During construction, being able to temporarily suspend traffic or trains above an excavation can mitigate those risks which carry the highest consequences for safety. However, in many cases, this will not be possible, which means there is no room for the occurrence of substantial settlement, sinkholes or damage. Any miscalculation could result in accidents or in the worst-case scenario, loss of life, not to mention major disruption to the travelling public.

The design and construction of tunnels under live loads is challenging and requires careful consideration to allow unhindered operation of existing rail lines and roads. Close coordination with regional municipalities and transportation departments is a must.

The successful approach to such projects consists of a thorough review of existing data to develop tunnelling configurations and methodologies in order to devise a preferred tunnelling strategy; this includes traffic patterns and operational risks during all periods of the proposed construction-time windows When tunnelling under live loads with low cover, the type, thickness and strength of elements that constitute the road structure are just as important as the geology of the ground below. In the case of highways, for example, the design of the road base, thickness of asphalt and strength of the concrete slab (if one exists) are among the many items the design team needs to consider.

On the other hand, for railroads, the design of track slab, the characteristics of the compacted soil below it, maximum weight and frequency of trains, are key factors to study.
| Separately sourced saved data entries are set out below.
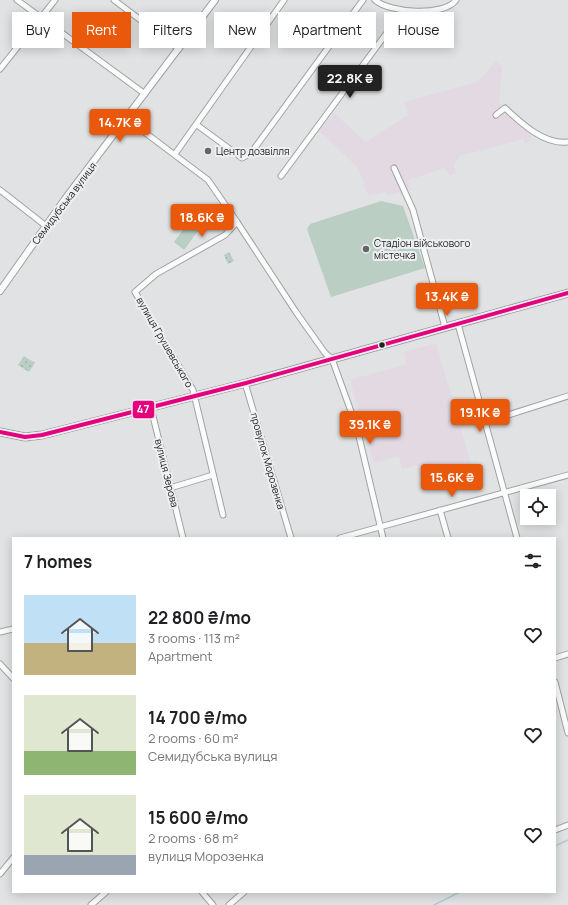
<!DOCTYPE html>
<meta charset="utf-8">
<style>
:root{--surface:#fff;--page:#f6f6f6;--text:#202124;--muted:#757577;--accent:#ea580c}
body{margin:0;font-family:Manrope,sans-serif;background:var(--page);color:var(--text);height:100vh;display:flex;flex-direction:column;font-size:15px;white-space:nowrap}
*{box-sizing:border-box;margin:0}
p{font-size:13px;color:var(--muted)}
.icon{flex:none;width:22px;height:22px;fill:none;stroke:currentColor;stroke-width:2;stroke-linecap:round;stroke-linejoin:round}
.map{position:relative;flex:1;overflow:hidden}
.details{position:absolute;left:12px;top:537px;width:544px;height:356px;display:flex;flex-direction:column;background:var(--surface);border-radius:0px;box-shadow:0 2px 10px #0003}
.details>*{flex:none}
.guide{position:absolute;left:12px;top:12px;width:544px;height:36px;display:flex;gap:8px}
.buttons{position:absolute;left:520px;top:489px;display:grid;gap:8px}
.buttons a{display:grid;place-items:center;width:36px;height:36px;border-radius:0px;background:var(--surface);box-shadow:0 2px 10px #0003;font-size:20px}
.price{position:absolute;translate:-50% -34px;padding:0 9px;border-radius:4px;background:var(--accent);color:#fff;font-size:13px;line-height:26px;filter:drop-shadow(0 1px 2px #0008)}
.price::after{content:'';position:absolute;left:50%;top:24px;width:12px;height:9px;margin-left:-6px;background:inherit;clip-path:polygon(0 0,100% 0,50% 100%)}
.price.active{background:#222;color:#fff}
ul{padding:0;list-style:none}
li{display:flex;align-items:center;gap:12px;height:100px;padding:0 12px}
li span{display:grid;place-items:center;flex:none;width:112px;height:80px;border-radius:0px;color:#555}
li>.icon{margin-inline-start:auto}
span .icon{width:48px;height:48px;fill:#fffc;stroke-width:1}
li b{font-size:17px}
h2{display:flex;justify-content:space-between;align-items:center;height:48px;padding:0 12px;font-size:17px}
.chip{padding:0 14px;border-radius:0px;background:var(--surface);box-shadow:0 2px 10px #0003;font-size:14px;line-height:36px}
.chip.active{background:var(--accent);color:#fff}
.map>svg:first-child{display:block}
</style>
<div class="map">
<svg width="568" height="905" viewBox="0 0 568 905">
<defs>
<pattern id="park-dots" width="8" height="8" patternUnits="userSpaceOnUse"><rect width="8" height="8" fill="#bacec4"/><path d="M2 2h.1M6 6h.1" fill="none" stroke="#a0b1a8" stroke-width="1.8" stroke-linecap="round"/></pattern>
</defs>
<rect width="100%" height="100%" fill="#e1e2e3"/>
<g fill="#e2d9e3">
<path d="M496,61L502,67L499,102L522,127L527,125L532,140L525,143L523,139L460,156L454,165L456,173L450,176L445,168L408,180L411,190L388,195L385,192L369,196L363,186L365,184L356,166L319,131L334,113L366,142L408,115L404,102L478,82Z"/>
<path d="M436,343L471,464L468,465L471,476L442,484L439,474L421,479L417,465L402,469L399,456L374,463L350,380L407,364L404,352Z"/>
</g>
<g fill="#bacec4">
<path d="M381,201L403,206L425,268L331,297L307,229L310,224Z"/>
<path d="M188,223L198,231L184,250L174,242Z"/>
</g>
<g fill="url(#park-dots)">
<path d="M229,252L234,261L228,264L224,255Z"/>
<path d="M24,356L35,363L29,372L18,365Z"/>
</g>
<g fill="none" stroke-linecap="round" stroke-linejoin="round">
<g stroke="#afcdd4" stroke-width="1.5">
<path d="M555,846L568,840"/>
<path d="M434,905L460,892"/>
</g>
<g stroke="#a2a2a3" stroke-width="7">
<g id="minor">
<path d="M17,0L145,94"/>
<path d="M114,0L179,49"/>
<path d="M375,0C390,13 444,17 456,0"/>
<path d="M0,69L55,0"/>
<path d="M496,115L505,108C521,123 544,145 568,142"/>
<path d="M127,119L208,180L237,222"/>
<path d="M197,125L242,158L251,153L363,0"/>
<path d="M175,154L284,0"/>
<path d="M394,168L413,210L445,327"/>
<path d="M281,176L403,11"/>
<path d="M0,190L46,226"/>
<path d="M458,324L517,538"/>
<path d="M245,383L291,538"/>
<path d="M151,408L183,538"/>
<path d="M486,422L568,396"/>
<path d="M170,488L213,475"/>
<path d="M440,510L448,538"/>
<path d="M223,515L193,390L135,292L156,274L225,235L237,222L296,312L325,353L332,359L357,428L383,538"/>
<path d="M340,538L568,475"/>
<path d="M0,632L13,629"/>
<path d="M555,658L568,654"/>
<path d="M0,664L13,678"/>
<path d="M555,682L568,733"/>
<path d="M555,830L568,825"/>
<path d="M0,874L13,858"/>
<path d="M202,892L213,905"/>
<path d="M91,905L106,892"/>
<path d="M229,905L244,892"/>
</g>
</g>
<g stroke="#a2a2a3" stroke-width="8">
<path id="tertiary" d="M0,291L65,199L215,0"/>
</g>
<g stroke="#a2a2a3" stroke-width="9">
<path id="secondary" d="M0,432L25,437L42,435L246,383L568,293"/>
</g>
<use href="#minor" stroke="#fafbfb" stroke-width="5"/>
<use href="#tertiary" stroke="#fafbfb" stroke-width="6"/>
<use href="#secondary" stroke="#fafbfb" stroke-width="7"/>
<g stroke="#edeff1" stroke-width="7">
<path id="bus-1" d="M0,432L25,437L42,435L246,383L568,293"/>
</g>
<use href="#bus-1" stroke="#e5007d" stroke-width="4"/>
</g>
<g fill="#646566" stroke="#edeff1" stroke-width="1.5">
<circle cx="208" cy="151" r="4"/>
<circle cx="366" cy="249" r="4"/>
</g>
<circle fill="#212222" stroke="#edeff1" stroke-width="1.5" cx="382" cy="345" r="3.5"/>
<g text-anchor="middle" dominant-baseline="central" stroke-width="4" stroke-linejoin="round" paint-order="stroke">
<g font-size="10" fill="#212222" stroke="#edeff1" text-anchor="start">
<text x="216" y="151">Центр дозвілля</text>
<text x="374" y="243">Стадіон військового<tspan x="374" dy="12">містечка</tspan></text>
</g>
<g font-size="10" fill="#212222" stroke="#edeff1">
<text transform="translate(64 203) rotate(-53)">Семидубська вулиця</text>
<text transform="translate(165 342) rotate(60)">вулиця Грушевського</text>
<text transform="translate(268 461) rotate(74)">провулок Морозенка</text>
<text transform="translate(167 473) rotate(76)">вулиця Зерова</text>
</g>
</g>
<rect stroke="#edeff1" stroke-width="1.5" x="132" y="400" width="23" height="19" rx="4" fill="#e5007d"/>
<g font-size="11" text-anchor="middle" font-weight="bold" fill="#fff">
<text x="143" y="413">47</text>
</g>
</svg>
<div class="buttons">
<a><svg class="icon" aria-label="locate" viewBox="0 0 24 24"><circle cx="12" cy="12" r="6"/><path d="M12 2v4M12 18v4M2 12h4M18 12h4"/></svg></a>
</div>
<b class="price active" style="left:350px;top:99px">22.8K ₴</b>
<b class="price" style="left:120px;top:143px">14.7K ₴</b>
<b class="price" style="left:202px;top:238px">18.6K ₴</b>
<b class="price" style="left:447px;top:317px">13.4K ₴</b>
<b class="price" style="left:480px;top:433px">19.1K ₴</b>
<b class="price" style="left:370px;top:445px">39.1K ₴</b>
<b class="price" style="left:452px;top:498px">15.6K ₴</b>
<div class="guide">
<a class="chip">Buy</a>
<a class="chip active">Rent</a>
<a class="chip">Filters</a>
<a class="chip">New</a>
<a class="chip">Apartment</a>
<a class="chip">House</a>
</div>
<section class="details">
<h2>7 homes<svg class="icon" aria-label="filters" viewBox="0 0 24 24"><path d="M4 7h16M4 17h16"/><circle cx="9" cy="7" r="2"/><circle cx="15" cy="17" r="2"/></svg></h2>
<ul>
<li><span style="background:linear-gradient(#bfe0f5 60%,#c2b280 0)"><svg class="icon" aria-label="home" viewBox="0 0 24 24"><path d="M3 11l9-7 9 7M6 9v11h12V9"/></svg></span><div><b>22 800 ₴/mo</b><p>3 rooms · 113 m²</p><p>Apartment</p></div><svg class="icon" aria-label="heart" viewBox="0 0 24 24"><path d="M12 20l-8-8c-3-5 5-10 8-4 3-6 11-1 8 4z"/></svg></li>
<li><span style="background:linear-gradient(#dfe7d0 70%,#8fb573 0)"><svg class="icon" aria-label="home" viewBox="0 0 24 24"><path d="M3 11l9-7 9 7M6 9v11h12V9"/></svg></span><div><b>14 700 ₴/mo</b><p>2 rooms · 60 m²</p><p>Семидубська вулиця</p></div><svg class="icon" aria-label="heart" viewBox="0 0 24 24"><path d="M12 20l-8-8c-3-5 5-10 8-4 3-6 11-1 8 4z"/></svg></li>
<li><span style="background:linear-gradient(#dfe7d0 75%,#9aa5b1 0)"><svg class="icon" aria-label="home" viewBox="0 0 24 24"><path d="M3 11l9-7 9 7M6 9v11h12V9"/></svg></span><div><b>15 600 ₴/mo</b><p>2 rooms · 68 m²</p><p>вулиця Морозенка</p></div><svg class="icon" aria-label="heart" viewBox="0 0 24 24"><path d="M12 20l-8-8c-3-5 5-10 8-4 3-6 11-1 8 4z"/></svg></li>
</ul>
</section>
</div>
Ground improvement through grouting is a good option in these circumstances. An experienced specialist can design the optimal grouting solution. In addition to using the appropriate grout type, consideration must be given to parameters such as pressure, flow and volume that have been tested in a similar geology in order to mitigate the risk of grout damaging the road base or causing channel out (‘frac-out’) to the surface. In many cases, existing boreholes and water monitoring wells complicate this process by becoming a path of least resistance to the ground surface.

Establishing a well-examined baseline and continuous monitoring of road surface (and subsurface) movements is essential to obtain a technical understanding of ground response, and to optimise tunnelling parameters. Typically, robotic theodolites, wireless data loggers and web-based software are used to constantly survey the area and send out timely alerts to the project team if any significant movement occurs. Monitoring will provide real-time assessments on the selection of pre-support systems, the timing of installations, and the requirements for ground stabilisation. Some of the more common methods of tunnelling under live loads include:

Box jacking: this is a tunnelling technique that involves jacking a typically rectangular structure simultaneously with excavation. Prefabricated tunnel sections are advanced horizontally using high capacity hydraulic jacks. This concept requires a jacking frame and equipment to be set up at one end of the tunnel alignment and the delivery of large concrete segments to the site. The benefit of jacking a precast box is having initial and final ground support immediately after excavation. This allows excavation of the ground and construction of the tunnel lining to be performed safely and simultaneously. Risks involved in box jacking include more difficult steering and the chance the box deviates from the design alignment. In addition, the short distance between the top-of-box and the road base (or rail slab) could destabilise the existing structure and cause deformation or settlement.

Umbrella roof/wall system: this method supports the ground ahead of the excavation by installing – and possibly grouting – a series of pipes around the excavation profile. Adequate cover above the excavation profile is required for this technique to work. The method allows the tunnelling crew to observe ground response every few metres and to customise the design of the support as they go, within pre-planned parameters.

This approach results in speeding up the advance rate when conditions are more favourable or increasing the amount of support when ground is less stable than initially anticipated.

A specific complexity that needs to be studied in the design of support systems under live loads is the constant punching load and induced vibration applied by moving vehicles. These loads and vibrations can weaken the ground during construction, induce additional settlement and de-stabilise the tunnel support system in the long term. An experienced design team can help mitigate these serious risks.